Richard Laurent Ombga relève la résistance religieuse dans les ouvrages des Camerounais Mongo Beti et René Philombe. Il a noté aussi le « fétichisme déguisé » du christianisme, souligné par Charly Gabriel Mbock dans son roman La Croix du coeur. Mahougnon Kakpo a analysé les romans d'Olympe Bhély-Quenum, et en particulier la résistance culturelle du vaudou dans Le Chant du lac. Dominique Ranaivoson examine l’aspect antichrétien des révoltes malgaches de 1904 et 1905 et Denise Coussy retrace l'itinéraire du Kenyan Ngugi wa Thiong'o. Ses romans, dit-elle, remettent en question la religion chrétienne imposée : ainsi dans Matisari, l'auteur imagine Jésus faisant de l'auto-stop. Jean Sevry s'est penché sur les cultes syncrétiques d'Afrique du Sud à travers les romans de Sarah Gertrude Millin, Mike Nicol et Zakes Vida. Richard Samin met en perspective l'histoire de Nsikana, le premier Noir sud-africain converti au christianisme en pays xhosa au début du XIX° siècle.
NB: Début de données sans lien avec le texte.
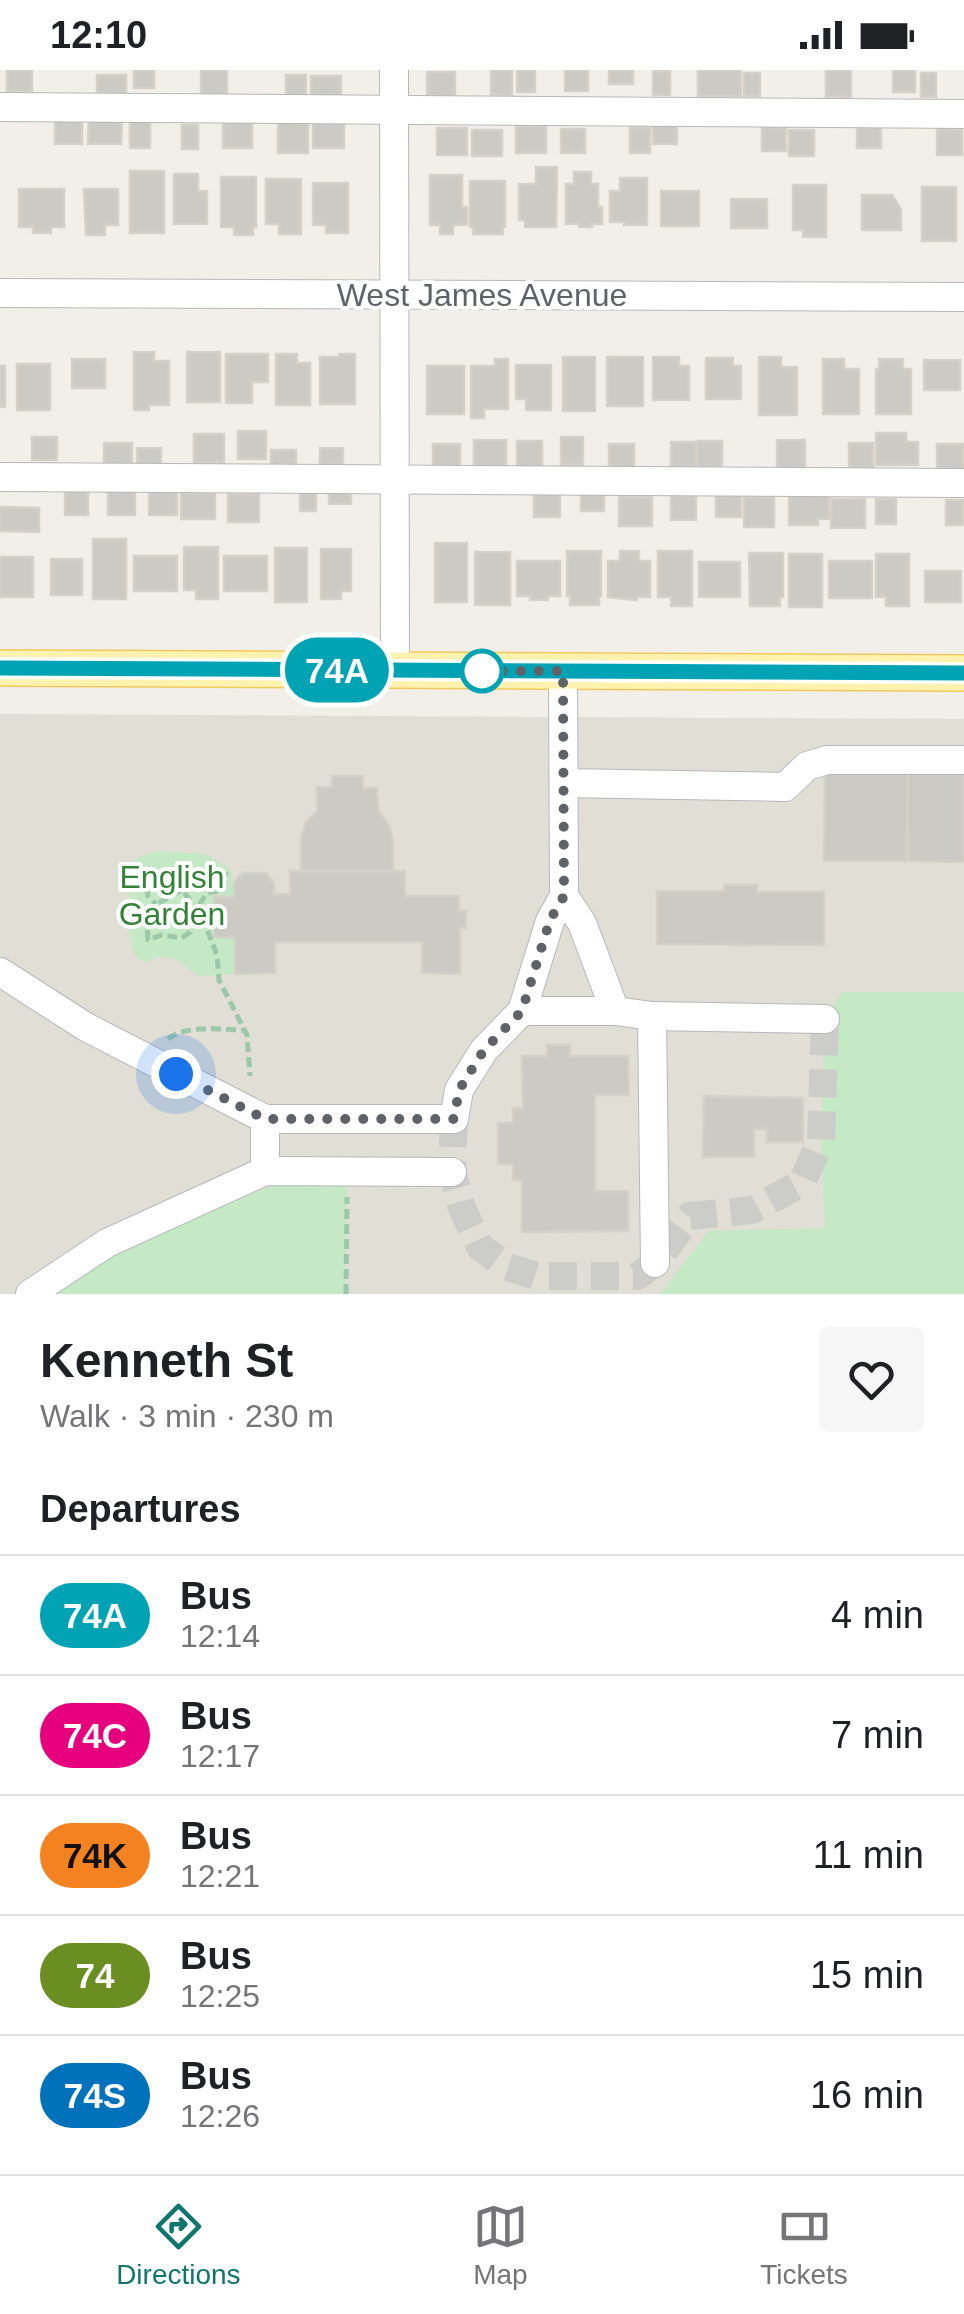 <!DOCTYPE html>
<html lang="en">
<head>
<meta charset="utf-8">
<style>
  :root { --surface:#fff; --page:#f6f6f6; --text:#202124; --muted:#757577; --line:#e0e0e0; --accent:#0f766e }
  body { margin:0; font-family:Helvetica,sans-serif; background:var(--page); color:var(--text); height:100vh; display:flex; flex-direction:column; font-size:38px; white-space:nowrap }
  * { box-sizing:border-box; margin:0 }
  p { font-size:32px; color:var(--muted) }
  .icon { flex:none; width:55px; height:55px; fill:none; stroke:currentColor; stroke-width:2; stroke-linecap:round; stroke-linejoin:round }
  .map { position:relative; height:1224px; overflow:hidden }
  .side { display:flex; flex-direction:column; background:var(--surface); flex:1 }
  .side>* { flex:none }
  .badge { padding:0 20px; border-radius:32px; font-size:35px; line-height:65px }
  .you { position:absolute; width:50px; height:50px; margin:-25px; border:8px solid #fff; border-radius:50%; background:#1a73e8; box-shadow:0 0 0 15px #1a73e833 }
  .map>.badge { position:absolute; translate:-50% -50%; box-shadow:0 0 0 5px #fff }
  h2 { padding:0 40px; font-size:38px; line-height:90px }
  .round { display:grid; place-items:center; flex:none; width:105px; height:105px; border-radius:10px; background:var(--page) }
  .overview { display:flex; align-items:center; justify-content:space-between; height:170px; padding:0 40px }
  h1 { font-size:48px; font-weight:700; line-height:75px }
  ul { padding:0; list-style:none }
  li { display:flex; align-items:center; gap:30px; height:120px; padding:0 40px; border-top:2px solid var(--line) }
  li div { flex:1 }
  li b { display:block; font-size:38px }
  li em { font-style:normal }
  li .badge { min-width:110px; font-weight:700; text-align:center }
  .status { display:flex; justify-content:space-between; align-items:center; height:70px; padding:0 50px; background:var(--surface); direction:ltr }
  .status svg { height:28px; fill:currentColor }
  .tabs { display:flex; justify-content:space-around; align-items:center; height:140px; border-top:2px solid var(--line); background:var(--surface); font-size:28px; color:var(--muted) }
  .tabs a { display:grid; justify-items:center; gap:5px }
  .tabs .on { color:var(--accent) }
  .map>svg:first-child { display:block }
</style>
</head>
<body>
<div class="status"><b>12:10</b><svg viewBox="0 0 49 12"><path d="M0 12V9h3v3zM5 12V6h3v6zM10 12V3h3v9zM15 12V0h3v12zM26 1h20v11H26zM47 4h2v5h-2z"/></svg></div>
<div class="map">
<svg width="964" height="1224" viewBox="0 0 964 1224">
  <rect width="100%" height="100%" fill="#f1efe8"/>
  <path fill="#e1ded6" d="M0,644L964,649V1224H0Z"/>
  <g fill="#c5e8c5">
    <path d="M156,781L206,784L231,800L234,827H214V866L235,868V904L199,906L175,888L155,887L148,893L137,888C123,858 127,820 136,788Z"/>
    <path d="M842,922H964V1224H660L709,1161L825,1158L821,1070L825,949Z"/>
    <path d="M290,1110H347L346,1224H44L138,1163Z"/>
  </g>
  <g fill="#cccac5" stroke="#d6d1c6" stroke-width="2.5">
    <rect x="7" y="0" width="25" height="21"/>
    <rect x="134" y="0" width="20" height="18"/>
    <rect x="201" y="0" width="26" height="28"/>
    <rect x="491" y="0" width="21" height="25"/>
    <rect x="517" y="0" width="18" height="22"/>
    <rect x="565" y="0" width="23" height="21"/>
    <rect x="609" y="0" width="24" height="14"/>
    <rect x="698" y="0" width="43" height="26"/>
    <rect x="826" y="0" width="25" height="27"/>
    <rect x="893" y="0" width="22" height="22"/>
    <rect x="653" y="1" width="17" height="24"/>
    <rect x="427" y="2" width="28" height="24"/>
    <rect x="744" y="3" width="16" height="23"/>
    <rect x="921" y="3" width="15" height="24"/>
    <rect x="97" y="5" width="29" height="21"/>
    <rect x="286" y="5" width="20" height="21"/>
    <rect x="311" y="6" width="30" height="21"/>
    <rect x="55" y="49" width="27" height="25"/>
    <path d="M89,49H122L121,74H88Z"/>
    <rect x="653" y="50" width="24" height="24"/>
    <rect x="130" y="51" width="20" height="27"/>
    <rect x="223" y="51" width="29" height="27"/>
    <rect x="278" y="51" width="30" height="32"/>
    <rect x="313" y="51" width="31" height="27"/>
    <rect x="857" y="52" width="24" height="26"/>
    <rect x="182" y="55" width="16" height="24"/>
    <rect x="516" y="56" width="30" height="27"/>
    <rect x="630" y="57" width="20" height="26"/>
    <rect x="762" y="57" width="24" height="24"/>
    <rect x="437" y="58" width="30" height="27"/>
    <rect x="561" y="59" width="24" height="24"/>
    <rect x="937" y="59" width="25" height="26"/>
    <rect x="472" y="60" width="30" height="26"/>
    <rect x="789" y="60" width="25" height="26"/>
    <path d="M536,97H557L556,157H525V150H519V114H536Z"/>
    <rect x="130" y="101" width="34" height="62"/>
    <path d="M574,102H591V114H598V137H602V154H592V157H579V154H566V114H574Z"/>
    <path d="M174,104H198V121H207V154H174Z"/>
    <path d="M430,105H462V137H467V155H453V164H440V155H430Z"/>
    <path d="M221,107H256V157H253V165H234V157H221Z"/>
    <path d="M620,108H647V155H624V152H610V121H620Z"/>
    <path d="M266,109H301V164H279V154H266Z"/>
    <path d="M470,111H505V157H503V164H473V157H470Z"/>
    <path d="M313,113H348V163H326V155H313Z"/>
    <path d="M793,115H826V167H803V160H793Z"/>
    <rect x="922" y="117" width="34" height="54"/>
    <path d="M19,119H64V157H51V163H33V157H19Z"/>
    <path d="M84,119H118V155H105V165H86Z"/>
    <rect x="661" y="121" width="38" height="35"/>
    <path d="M862,125H892L901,139V160H862Z"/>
    <rect x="731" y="129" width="36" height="29"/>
    <path d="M134,282H154V291H169V335H149V340H134Z"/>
    <rect x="187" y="282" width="33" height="50"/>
    <path d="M226,284H268V312H252V333H226Z"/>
    <path d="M276,284H297V293H310V335H276Z"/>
    <path d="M339,284H355V334H320V287H339Z"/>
    <rect x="563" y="287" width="32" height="54"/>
    <rect x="607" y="287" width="36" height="49"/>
    <path d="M653,287H679V296H689V330H653Z"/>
    <path d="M759,287H781V297H797V345H759Z"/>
    <path d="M706,288H733V296H741V329H706Z"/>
    <rect x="72" y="289" width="33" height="29"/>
    <path d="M495,289H508V339H484V348H471V296H495Z"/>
    <path d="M823,289H844V299H859V344H823Z"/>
    <path d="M879,289H903V299H911V344H876V299H879Z"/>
    <rect x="924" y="290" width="36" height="30"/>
    <rect x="17" y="294" width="33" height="46"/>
    <path d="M516,295H551V340H526V329H516Z"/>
    <rect x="0" y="296" width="5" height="41"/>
    <rect x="427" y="296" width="37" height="48"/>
    <rect x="238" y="361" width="28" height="28"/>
    <path d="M876,363H906V372H918V395H876Z"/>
    <rect x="194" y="364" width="30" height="29"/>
    <rect x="32" y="367" width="25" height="23"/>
    <rect x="561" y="367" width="22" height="28"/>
    <rect x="474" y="370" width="32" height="27"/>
    <rect x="777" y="370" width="28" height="29"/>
    <rect x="517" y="371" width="25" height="29"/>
    <rect x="697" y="371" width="25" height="26"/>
    <rect x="671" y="372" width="25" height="25"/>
    <rect x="104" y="373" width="28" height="22"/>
    <rect x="849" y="373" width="24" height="25"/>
    <rect x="433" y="374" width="27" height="25"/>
    <rect x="609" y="374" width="25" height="24"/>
    <rect x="937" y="374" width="26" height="26"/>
    <rect x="137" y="378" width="24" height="17"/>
    <rect x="320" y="378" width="23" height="17"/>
    <rect x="271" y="380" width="25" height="16"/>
    <rect x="65" y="414" width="23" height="31"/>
    <rect x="108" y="417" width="27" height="28"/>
    <rect x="300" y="418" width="16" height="23"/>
    <rect x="149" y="419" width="28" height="26"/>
    <rect x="329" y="419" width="22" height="15"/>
    <rect x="581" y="420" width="23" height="21"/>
    <rect x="181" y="423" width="34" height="26"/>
    <rect x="534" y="423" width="26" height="24"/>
    <rect x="671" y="423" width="25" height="27"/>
    <rect x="228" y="424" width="31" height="28"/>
    <rect x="716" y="424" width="25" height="23"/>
    <path d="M789,426H829V449H818V455H789Z"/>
    <rect x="619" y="427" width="33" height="29"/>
    <rect x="744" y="427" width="30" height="30"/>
    <rect x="831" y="429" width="34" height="29"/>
    <rect x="876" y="429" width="20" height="25"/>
    <rect x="946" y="430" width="17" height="25"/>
    <path d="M0,437L39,438V462L0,461Z"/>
    <rect x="93" y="469" width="33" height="60"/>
    <rect x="435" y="473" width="32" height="59"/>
    <path d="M184,477H218V529H196V520H184Z"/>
    <rect x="275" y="478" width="32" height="54"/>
    <path d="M321,479H351V521H341V529H321Z"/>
    <path d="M567,481H601V526H599V535H570V526H567Z"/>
    <path d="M620,481H639V491H650V527H637V530L608,527V491H620Z"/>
    <path d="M658,481H692V536H671V527H658Z"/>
    <rect x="475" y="482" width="35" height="53"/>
    <path d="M749,483H783V527H780V536H750Z"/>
    <rect x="789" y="484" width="33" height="53"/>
    <path d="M876,484H909V536H886V527H876Z"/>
    <rect x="134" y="486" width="43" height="35"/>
    <rect x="224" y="486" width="43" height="35"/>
    <rect x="0" y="487" width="33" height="40"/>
    <rect x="51" y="489" width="31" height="36"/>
    <path d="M517,491H560V526H548V530H530V526H517Z"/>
    <rect x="829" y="491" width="43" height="37"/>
    <rect x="699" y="492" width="41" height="35"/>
    <rect x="925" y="501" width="36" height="31"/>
    <path d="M825,697H908L907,791H824Z"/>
    <path d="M908,697L964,698V792L907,791Z"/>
    <path d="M332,706H363V718H377L378,740L389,755L393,771V801H301V769L306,752L317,741V717H332Z"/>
    <path d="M290,801H405V826H459V841H466V858H460V904L422,903V872H275V903L235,904V868L214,867V826L234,827V812L243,803H266L274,813V824H290Z"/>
    <path d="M724,815H757V822H824V875L657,874V821H724Z"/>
    <path d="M547,975H570V986H628L629,1025H595V1121H628V1161L522,1162V1110H513V1094H498V1053H513V1038H523L522,986H547Z"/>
    <path d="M704,1026L803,1028V1072H767V1059H754V1087H703Z"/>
  </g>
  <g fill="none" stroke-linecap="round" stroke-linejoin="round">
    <path stroke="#ccccc8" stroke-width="28" stroke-dasharray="28 14" stroke-linecap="butt" d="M454,1049L452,1102L462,1138L480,1177L508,1197L536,1206H638L655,1193L690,1146L752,1140L802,1113L821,1070L825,949"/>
    <g stroke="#b5b8bc" stroke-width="30">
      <g id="minor">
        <path d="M394,0L395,600"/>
        <path d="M0,37L964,44"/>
        <path d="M0,223L964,227"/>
        <path d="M0,407L964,413"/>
        <path d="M564,713L785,717L807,696L827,690H964"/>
        <path d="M564,826L582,853L615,941"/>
        <path d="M0,902L86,957L265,1049H454L459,1020L484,980L522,941L550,851L564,826L563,601"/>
        <path d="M522,941H615L652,946L825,949"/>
        <path d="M652,946L655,1193"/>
        <path d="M265,1049V1101"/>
        <path d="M30,1224L107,1173L265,1101L452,1102"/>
      </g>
    </g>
    <g stroke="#f2c960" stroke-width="38">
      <path id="major" d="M0,598L964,603"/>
    </g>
    <g stroke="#9cc7a9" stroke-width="5" stroke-dasharray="10 5" stroke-linecap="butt">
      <path d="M144,803L148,826L156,834"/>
      <path d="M146,845L191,847L190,862L182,868L162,865L148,870L146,840L182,820L201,844L217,885L219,910L247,965L250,1006"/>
      <path d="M191,847L207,823L224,820L226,802"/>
      <path d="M202,848L214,847"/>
      <path d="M168,969C186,954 222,960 245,960"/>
      <path d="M346,1224L347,1127"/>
    </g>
    <use href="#minor" stroke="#fff" stroke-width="28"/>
    <use href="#major" stroke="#fff2af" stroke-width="35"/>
  </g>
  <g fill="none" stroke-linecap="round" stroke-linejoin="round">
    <g stroke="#fff" stroke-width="22">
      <path id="line" d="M0,598L964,603"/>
    </g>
    <use href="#line" stroke="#00a3b4" stroke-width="15"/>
    <path stroke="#5f6368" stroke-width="10" stroke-dasharray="0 18" d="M176,1004L265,1049H454L459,1020L484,980L522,941L550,850L564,826L563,601H482"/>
  </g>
  <circle fill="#fff" stroke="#00a3b4" stroke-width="5" cx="482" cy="601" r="20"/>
  <g text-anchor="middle" stroke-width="8" stroke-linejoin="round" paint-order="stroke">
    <g font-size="32" fill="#5f6368" stroke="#fff">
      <text x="482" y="236">West James Avenue</text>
    </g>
    <g font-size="32" fill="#348238" stroke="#fff">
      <text x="172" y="818">English<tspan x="172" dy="37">Garden</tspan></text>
    </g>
  </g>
</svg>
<div class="you" style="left:176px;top:1004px"></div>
<b class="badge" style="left:337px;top:600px;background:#00a3b4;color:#fff">74A</b>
</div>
<section class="side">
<div class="overview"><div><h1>Kenneth St</h1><p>Walk · 3 min · 230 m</p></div><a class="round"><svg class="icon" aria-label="heart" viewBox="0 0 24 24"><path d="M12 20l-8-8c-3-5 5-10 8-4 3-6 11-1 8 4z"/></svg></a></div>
<h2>Departures</h2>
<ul>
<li><span class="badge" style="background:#00a3b4;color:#fff">74A</span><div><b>Bus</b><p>12:14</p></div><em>4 min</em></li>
<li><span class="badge" style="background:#e6007e;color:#fff">74C</span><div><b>Bus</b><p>12:17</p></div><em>7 min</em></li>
<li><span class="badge" style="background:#f58220;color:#111">74K</span><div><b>Bus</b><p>12:21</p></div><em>11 min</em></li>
<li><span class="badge" style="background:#6b8e23;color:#fff">74</span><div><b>Bus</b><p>12:25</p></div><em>15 min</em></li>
<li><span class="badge" style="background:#0072bc;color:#fff">74S</span><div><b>Bus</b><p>12:26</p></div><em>16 min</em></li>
</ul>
</section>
<nav class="tabs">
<a class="on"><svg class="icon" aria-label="directions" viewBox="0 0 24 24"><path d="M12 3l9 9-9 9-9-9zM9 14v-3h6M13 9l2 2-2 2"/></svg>Directions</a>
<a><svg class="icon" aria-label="map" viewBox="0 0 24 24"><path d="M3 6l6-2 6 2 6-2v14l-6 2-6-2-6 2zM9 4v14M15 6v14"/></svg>Map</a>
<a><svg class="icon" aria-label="tickets" viewBox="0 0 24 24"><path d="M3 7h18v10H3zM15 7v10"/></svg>Tickets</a>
</nav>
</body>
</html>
Gilles Danroc évoque la figure emblématique de Las Casas et Jean François Zorn la « littérature antiesclavagiste » de B.S. Frossard et de Guillaume de Félice, dont les ouvrages datent respectivement de 1789 et 1846. Daniel Delas relève le « progressisme » de Jacques Roumain face au vaudou haïtien. Enfin, Kusum Aggarval compare les « regards croisés » de Mongo Beti et V.S. Naipaul sur le christianisme et l'islam en Afrique.